Following the Falklands War, the Flight was reformed at Kelly's Garden near to Port San Carlos, as 'ChinDet Falkland Islands', flying Boeing Chinook helicopters from Nos. 7 and 18 Squadrons, renamed as No. 1310 (Tactical Support) Flight RAF. Later 1310 Flt was amalgamated with 1564 Flt to form 78 Sqn at RAF Mount Pleasant.

1310 Flt was re-formed again at Divulje Barracks, Split in Croatia in December 1995 for service in Bosnia, flying support for British units in the Implementation Force (IFOR) and Stabilisation Force (SFOR) until relieved by Chinooks of 298 Squadron RNLAF in December 2000.

It was again formed in southern Iraq to provide helicopter support to the British-commanded division based in the area and operated from a Main Operating Base at Basra Airport, and from a Forward Operating Base in Al Amarah on Operation Telic. It was stood down in April 2005 and replaced by 1419 Flt.

From 2005 to 2006, 1310 Flight operated Chinooks in Afghanistan's Helmand Province for Operation Herrick and Kandahar Province supporting the International Security Assistance Force (ISAF) on Operation Toral. The Chinook's role in Afghanistan included air assault, forward operating base resupply, and casualty evacuation.

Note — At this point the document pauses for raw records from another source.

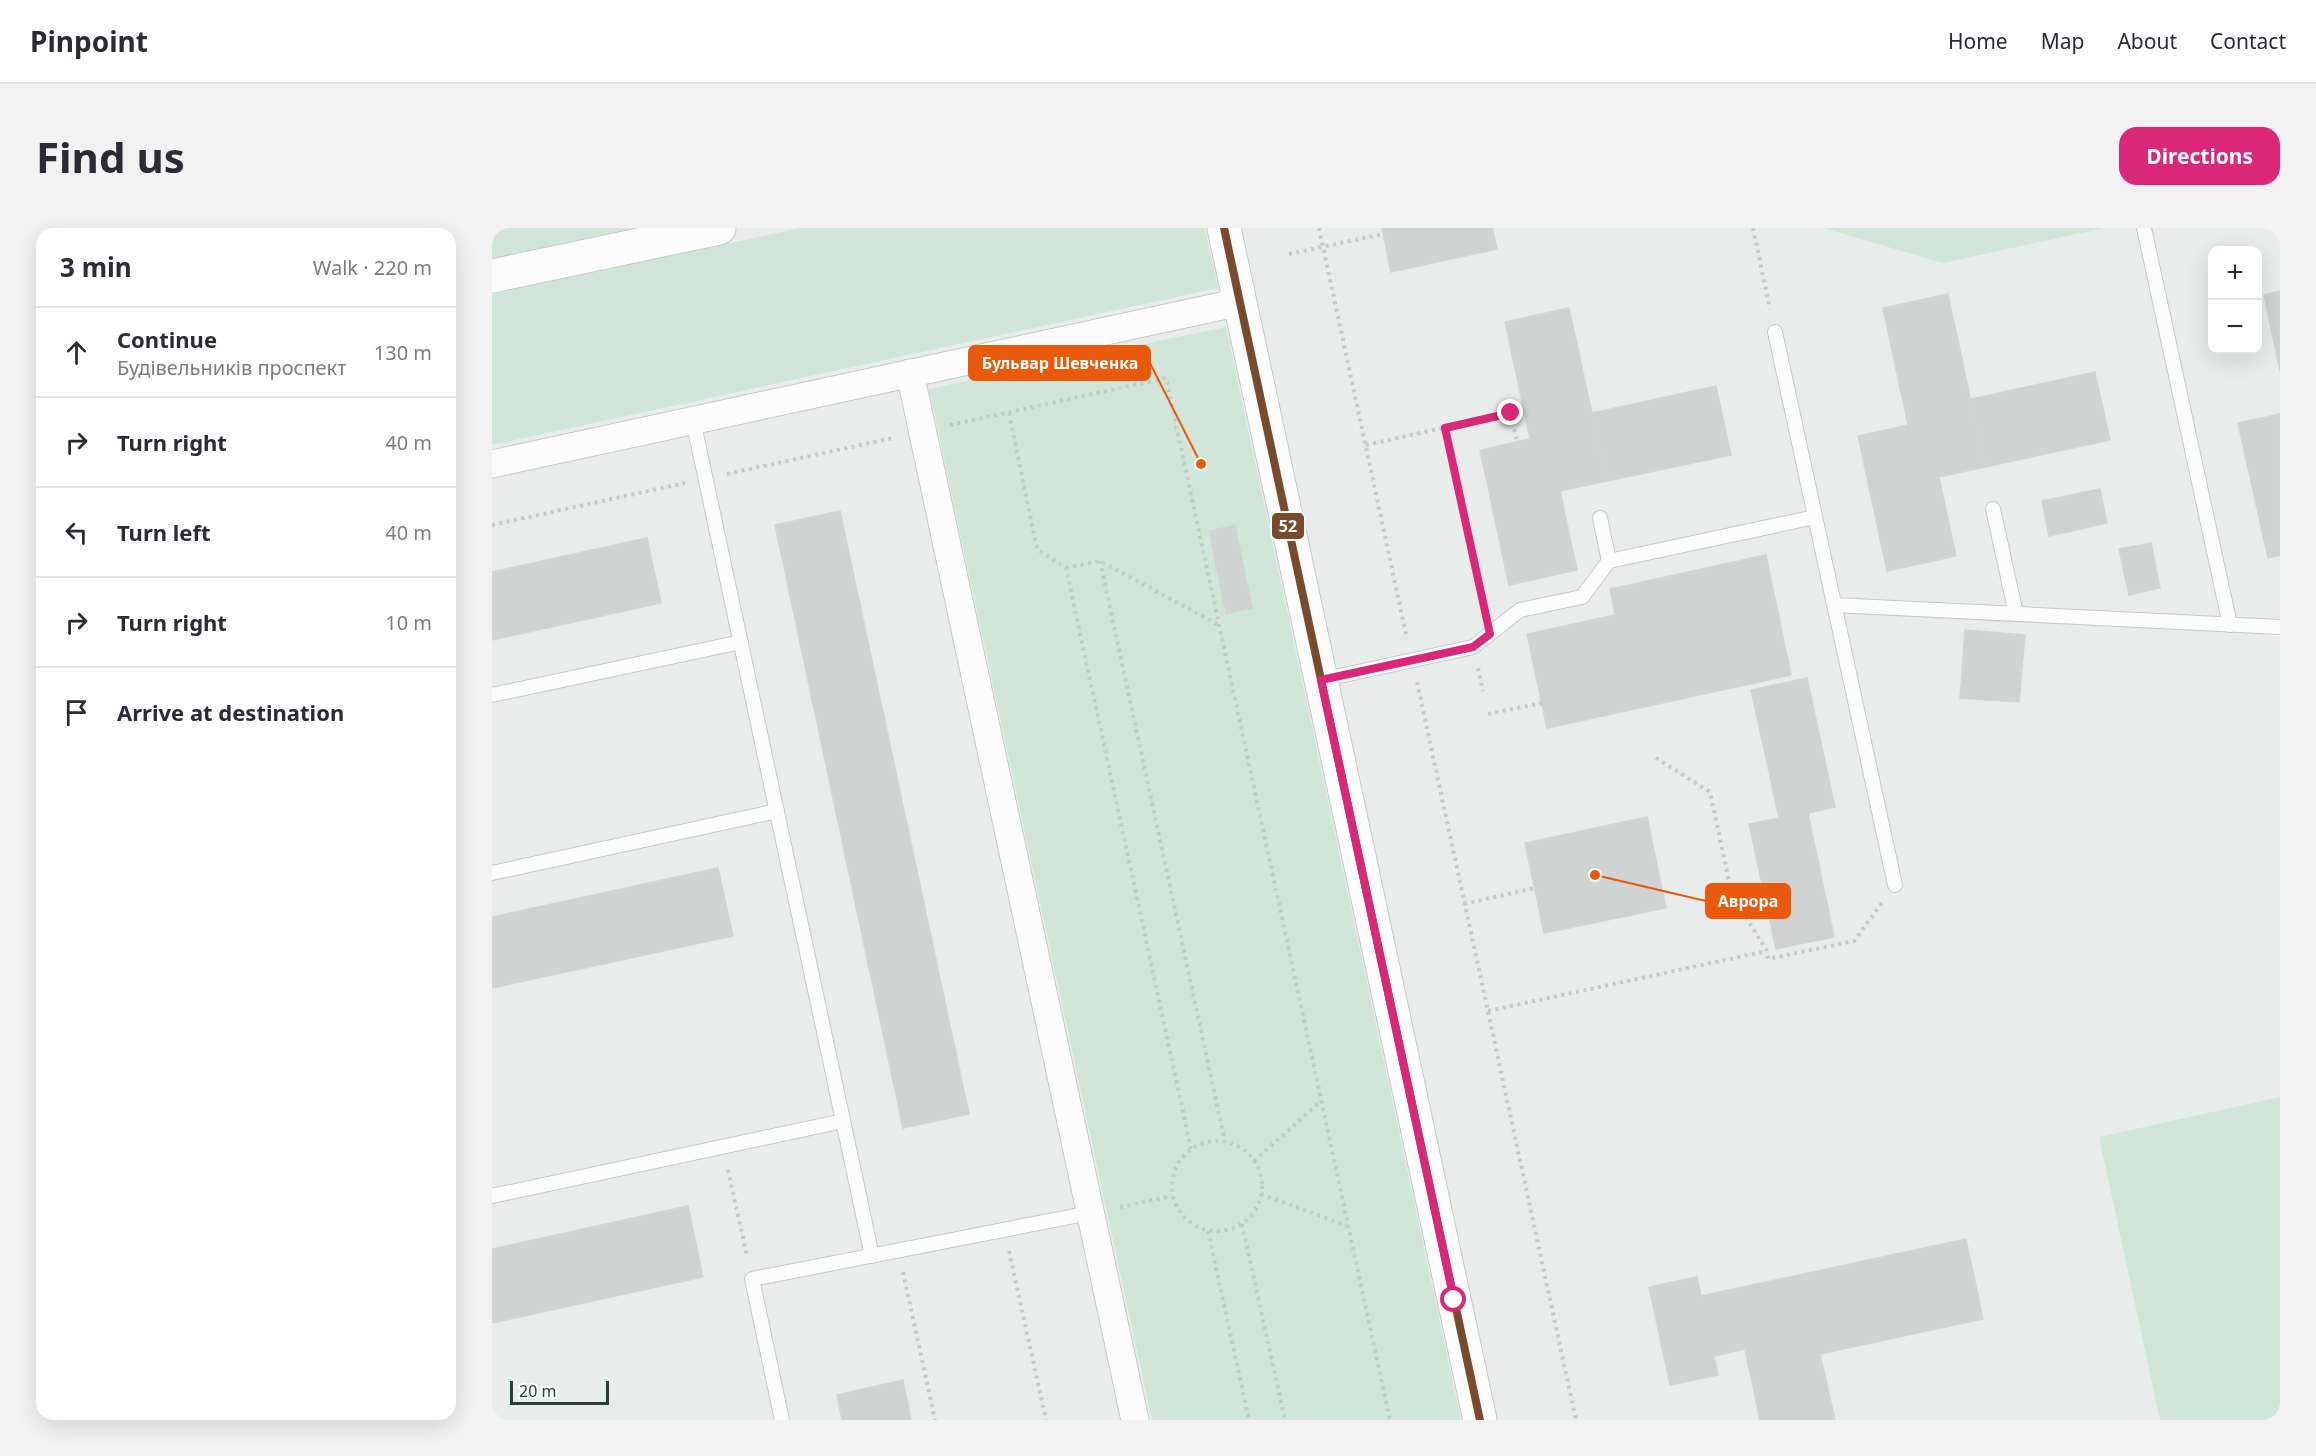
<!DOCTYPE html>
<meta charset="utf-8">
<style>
body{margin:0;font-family:"Noto Sans",sans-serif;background:#f2f2f3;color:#2b2b33}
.controls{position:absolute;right:18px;top:18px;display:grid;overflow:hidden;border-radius:12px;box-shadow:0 6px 24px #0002}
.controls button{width:54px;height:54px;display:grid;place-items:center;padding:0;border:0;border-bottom:2px solid #e1e1e2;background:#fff;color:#2b2b33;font:30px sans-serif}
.scale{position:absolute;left:18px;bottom:15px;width:99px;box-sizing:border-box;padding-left:6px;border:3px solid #24423a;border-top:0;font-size:16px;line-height:21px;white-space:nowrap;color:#24423a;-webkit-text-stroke:4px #f7fbf9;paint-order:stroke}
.stop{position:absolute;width:18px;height:18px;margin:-14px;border:4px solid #db2777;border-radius:50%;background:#fff}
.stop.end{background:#db2777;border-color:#fff;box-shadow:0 2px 6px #0008}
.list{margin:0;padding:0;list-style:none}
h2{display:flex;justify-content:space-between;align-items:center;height:78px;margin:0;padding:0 24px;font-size:26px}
h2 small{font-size:20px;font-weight:400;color:#7c7c81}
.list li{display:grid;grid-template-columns:39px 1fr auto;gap:18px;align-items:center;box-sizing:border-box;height:90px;padding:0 24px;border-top:2px solid #e1e1e2}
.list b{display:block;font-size:22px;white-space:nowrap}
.list p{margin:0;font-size:20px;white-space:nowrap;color:#7c7c81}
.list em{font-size:20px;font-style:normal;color:#7c7c81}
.icon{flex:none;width:33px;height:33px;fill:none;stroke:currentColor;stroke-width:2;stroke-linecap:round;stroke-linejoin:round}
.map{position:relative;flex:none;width:1788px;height:1192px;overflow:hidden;border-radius:18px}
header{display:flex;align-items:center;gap:36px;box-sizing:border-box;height:84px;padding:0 30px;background:#fff;border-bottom:2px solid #e1e1e2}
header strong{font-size:28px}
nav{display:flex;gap:33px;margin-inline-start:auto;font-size:21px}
.intro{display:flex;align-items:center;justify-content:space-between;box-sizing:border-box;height:144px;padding:0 36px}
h1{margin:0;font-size:42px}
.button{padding:15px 27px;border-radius:18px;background:#db2777;color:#fff;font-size:21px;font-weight:700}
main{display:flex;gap:36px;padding:0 36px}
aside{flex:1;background:#fff;border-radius:18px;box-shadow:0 6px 24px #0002}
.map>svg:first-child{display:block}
</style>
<header>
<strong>Pinpoint</strong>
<nav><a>Home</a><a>Map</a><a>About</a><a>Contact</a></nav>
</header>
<div class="intro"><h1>Find us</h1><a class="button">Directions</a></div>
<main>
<aside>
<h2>3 min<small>Walk · 220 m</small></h2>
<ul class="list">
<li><svg class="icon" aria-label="ahead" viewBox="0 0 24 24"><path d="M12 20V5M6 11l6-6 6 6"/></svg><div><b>Continue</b><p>Будівельників проспект</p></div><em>130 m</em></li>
<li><svg class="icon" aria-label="right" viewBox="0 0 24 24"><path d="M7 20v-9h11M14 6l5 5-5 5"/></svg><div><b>Turn right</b></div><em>40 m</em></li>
<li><svg class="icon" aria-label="left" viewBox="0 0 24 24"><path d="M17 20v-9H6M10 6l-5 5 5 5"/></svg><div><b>Turn left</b></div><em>40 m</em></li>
<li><svg class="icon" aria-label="right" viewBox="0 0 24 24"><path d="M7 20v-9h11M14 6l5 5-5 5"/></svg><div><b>Turn right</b></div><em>10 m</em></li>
<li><svg class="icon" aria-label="arrive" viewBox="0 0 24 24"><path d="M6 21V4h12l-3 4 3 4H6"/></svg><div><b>Arrive at destination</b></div></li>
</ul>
</aside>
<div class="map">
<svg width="1788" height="1192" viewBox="0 0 1788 1192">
<rect width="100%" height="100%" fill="#e8edeb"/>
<g fill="#d1e6d8">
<path d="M0 0H143L0 31Z"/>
<path d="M308 0H713L726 60 0 217V66Z"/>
<path d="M1331 0H1612L1451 35Z"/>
<path d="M734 99 969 1192H660L437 161Z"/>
<path d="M1788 869V1192H1668L1607 909Z"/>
</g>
<g fill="#cfd4d2" stroke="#d1d6d4" stroke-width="1.5">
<path d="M890 0H1000L1005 21 899 44Z"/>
<path d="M1788 63V143L1772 67Z"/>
<path d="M1456 66 1493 239 1447 249 1464 328 1395 343 1366 208 1416 197 1391 80Z"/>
<path d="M1077 80 1115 253 1068 263 1085 342 1017 357 988 222 1038 211 1013 94Z"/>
<path d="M1603 144 1618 212 1493 239 1479 171Z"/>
<path d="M1224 158 1239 227 1115 253 1100 185Z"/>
<path d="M1788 186V327L1776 330 1746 195Z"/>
<path d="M1608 261 1615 295 1557 308 1550 273Z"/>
<path d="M348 283 477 886 411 900 283 297Z"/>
<path d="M743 297 760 380 734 386 717 303Z"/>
<path d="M155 310 169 375 0 412V344Z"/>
<path d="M1659 315 1668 360 1637 367 1627 321Z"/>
<path d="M1274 327 1299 447 1055 500 1035 406 1123 387 1118 361Z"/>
<path d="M1473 402 1533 407 1527 474 1468 470Z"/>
<path d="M1315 450 1343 579 1316 585 1342 709 1284 721 1257 596 1287 590 1259 462Z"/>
<path d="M1155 589 1174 680 1052 705 1033 615Z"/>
<path d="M226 640 241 708 0 760V689Z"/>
<path d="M196 978 211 1049 0 1095V1021Z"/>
<path d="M1474 1011 1491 1091 1328 1126 1343 1192H1268L1253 1121 1222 1128 1226 1147 1178 1157 1157 1059 1205 1049 1209 1068Z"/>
<path d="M411 1152 419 1192H350L345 1167Z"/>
</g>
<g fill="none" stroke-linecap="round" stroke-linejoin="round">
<g stroke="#c5cac8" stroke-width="16">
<g id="lane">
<path d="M1652 0 1738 397"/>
<path d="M1283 104 1403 657"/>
<path d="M201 192 380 1028"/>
<path d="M1501 281 1524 386"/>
<path d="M1108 290 1117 333"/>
<path d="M1342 377 1788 399"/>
<path d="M829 452 981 419 1028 382 1090 369 1117 333 1323 289"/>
<path d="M0 467 249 414"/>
<path d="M0 645 285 583"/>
<path d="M0 968 351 893"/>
<path d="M290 1192 260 1051 598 985"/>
</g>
</g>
<g stroke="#c5cac8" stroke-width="29">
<g id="street">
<path d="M418 145 643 1192"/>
<path d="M0 236 748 74"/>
</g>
</g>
<g stroke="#c3cbc8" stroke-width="35">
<g id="secondary">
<path d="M732 0 988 1192"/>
<path d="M0 48 227 0"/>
</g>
</g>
<g stroke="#c3ccca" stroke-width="4" stroke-dasharray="3 4.5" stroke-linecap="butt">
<path d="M827 0 915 411"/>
<path d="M1261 0 1278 81"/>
<path d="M797 26 891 6"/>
<path d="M517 185 545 321 574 340 699 921"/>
<path d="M458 197 674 150 898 1192"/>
<path d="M953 200 992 381"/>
<path d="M874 217 1019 185 1025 214"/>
<path d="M235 246 401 210"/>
<path d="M0 297 193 255"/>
<path d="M608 333 733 914"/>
<path d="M574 340 608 333 727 397"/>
<path d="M986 440 991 463"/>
<path d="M925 454 1084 1192"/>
<path d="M996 486 1050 475"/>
<path d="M1164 530 1218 564 1240 667 1275 723 1276 731 1362 713 1390 675"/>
<path d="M972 676 1043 660"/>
<path d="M996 783 1275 723"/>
<circle cx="725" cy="958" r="45"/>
<path d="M762 933 829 873"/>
<path d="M236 942 255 1028"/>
<path d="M769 966 856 998"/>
<path d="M628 979 680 968"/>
<path d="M750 996 793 1192"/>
<path d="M716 1003 757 1192"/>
<path d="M517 1023 554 1192"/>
<path d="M411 1044 443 1192"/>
</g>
<use href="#lane" stroke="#fcfcfc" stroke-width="14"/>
<use href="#street" stroke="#fcfcfc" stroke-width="27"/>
<use href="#secondary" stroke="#fcfcfc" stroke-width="33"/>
<g stroke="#f7fbf9" stroke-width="12">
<path id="bus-1" d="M732 0 988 1192"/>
</g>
<use href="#bus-1" stroke="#7a4b2a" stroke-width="8"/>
</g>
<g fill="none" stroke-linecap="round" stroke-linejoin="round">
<path stroke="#db2777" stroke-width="8" d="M962 1072 829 452 981 419 998 406 953 200 1019 185"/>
</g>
<path fill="none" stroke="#e8590c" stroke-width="2" d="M709 236L658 135M1103 647L1214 673"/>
<g fill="#e8590c" stroke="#f7fbf9" stroke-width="2">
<circle cx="709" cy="236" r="6"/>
<circle cx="1103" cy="647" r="6"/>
</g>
<g fill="#e8590c" stroke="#e8590c" stroke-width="2">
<rect x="477" y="118" width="181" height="34" rx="6"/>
<rect x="1214" y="656" width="84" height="34" rx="6"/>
</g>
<g font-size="16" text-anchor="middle" font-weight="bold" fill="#fff">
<text x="568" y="141">Бульвар Шевченка</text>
<text x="1256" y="679">Аврора</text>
</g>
<rect stroke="#f7fbf9" stroke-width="2" x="779" y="284" width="34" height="28" rx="6" fill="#7a4b2a"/>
<g font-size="16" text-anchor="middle" font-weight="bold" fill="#fff">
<text x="796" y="304">52</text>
</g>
</svg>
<div class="controls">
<button>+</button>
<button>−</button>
</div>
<div class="scale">20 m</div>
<div class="stop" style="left:962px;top:1072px"></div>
<div class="stop end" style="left:1019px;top:185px"></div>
</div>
</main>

The flight had eight Chinooks under its control. In November 2014 five of these were returned to the United Kingdom and the three remaining were moved to Kabul to support the personnel training the Afghan Armed Forces.

Three Chinooks were based in Kabul until March 2015 and were replaced by Puma HC.2s.

From 2016-late 2017, 1310 Flight consisted of two Chinook HC.4s based in the Falkland Islands.

In 2018, three Chinooks and up to 100 support personnel were deployed to Mali in support of Operation Newcombe.

The operation ended in November 2022 and all British Armed Forces personnel withdrew from Mali.

After the retirement of the RAF Puma HC.2s of 84 Squadron, a Chinook detachment of three aircraft was stood up at RAF Akrotiri to fulfill the sovereign base area treaty requirements to maintain an aerial firefighting capability.

In July 2025, 1310 Flight supported Cypriot efforts to contain the Island's largest wildfiressince 1974 over an intense two day period.